* _Task statement_: List all the lines in these records that hold "переулок".

* _Supplied data_:
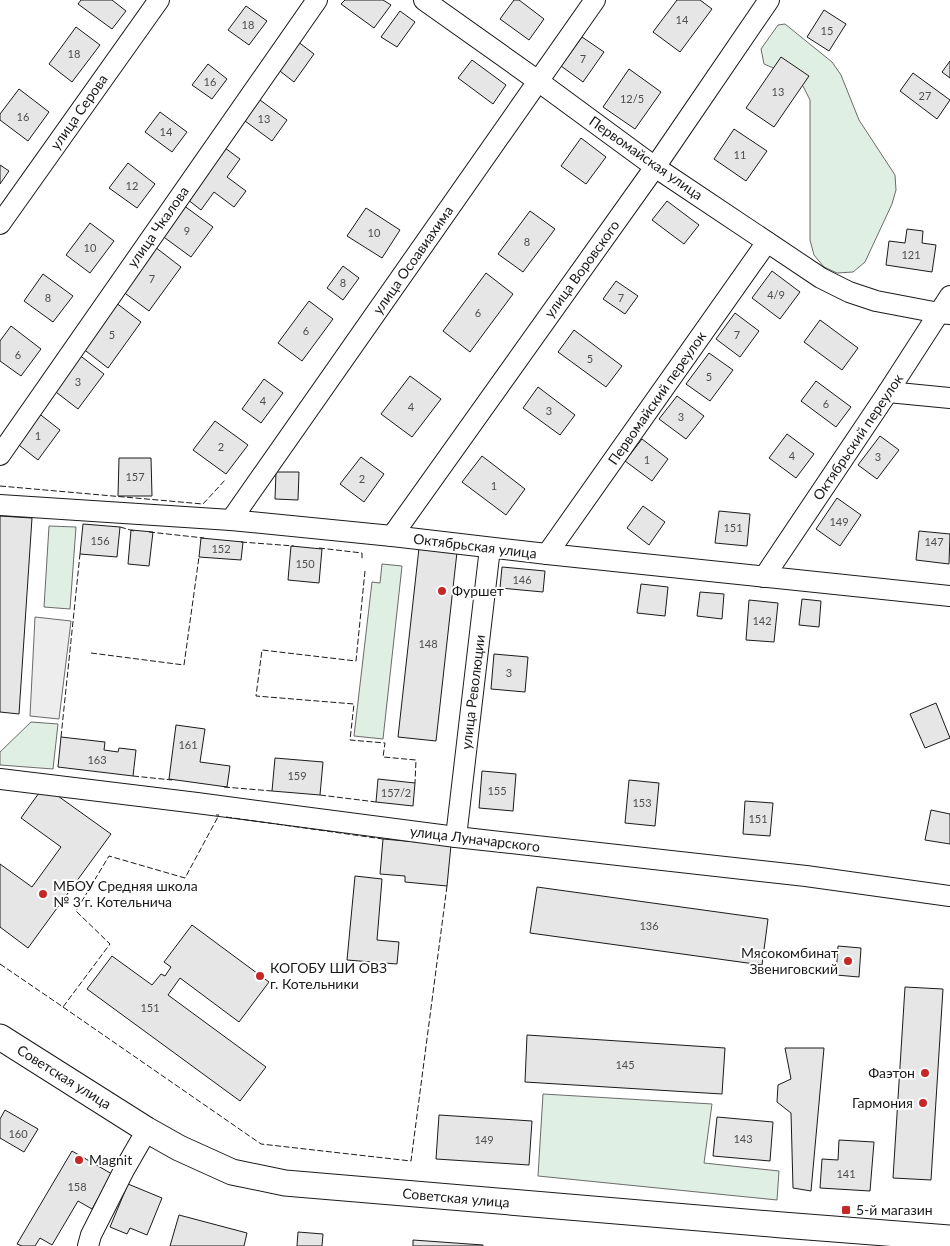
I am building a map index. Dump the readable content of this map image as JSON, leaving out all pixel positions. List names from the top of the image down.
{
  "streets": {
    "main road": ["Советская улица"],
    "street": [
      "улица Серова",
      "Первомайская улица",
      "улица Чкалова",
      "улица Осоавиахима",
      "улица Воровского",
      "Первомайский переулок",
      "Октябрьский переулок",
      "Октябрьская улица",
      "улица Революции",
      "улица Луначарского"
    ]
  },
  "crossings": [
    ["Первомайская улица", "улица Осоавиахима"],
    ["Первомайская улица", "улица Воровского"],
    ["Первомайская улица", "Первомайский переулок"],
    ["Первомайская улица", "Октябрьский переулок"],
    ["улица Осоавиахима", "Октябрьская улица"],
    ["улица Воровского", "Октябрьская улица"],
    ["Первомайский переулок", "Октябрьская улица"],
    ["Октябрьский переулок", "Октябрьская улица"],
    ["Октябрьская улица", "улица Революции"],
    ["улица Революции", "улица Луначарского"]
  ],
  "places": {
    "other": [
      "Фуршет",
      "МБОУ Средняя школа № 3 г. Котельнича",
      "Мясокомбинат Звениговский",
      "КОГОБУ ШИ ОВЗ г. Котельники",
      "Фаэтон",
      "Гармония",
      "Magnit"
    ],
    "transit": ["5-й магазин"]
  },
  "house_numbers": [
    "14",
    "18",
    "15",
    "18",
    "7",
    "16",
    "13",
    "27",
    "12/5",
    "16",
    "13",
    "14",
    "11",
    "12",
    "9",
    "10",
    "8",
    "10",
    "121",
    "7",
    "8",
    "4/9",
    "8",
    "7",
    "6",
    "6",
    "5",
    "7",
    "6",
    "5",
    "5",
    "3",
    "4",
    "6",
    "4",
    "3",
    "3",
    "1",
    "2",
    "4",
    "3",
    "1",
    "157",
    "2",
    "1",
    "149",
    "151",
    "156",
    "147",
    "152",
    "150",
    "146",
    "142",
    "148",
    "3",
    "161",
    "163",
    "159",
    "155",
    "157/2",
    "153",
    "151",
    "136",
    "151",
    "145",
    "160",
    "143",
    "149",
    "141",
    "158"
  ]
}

* _Result_:
      "Первомайский переулок",
      "Октябрьский переулок",
    ["Первомайская улица", "Первомайский переулок"],
    ["Первомайская улица", "Октябрьский переулок"],
    ["Первомайский переулок", "Октябрьская улица"],
    ["Октябрьский переулок", "Октябрьская улица"],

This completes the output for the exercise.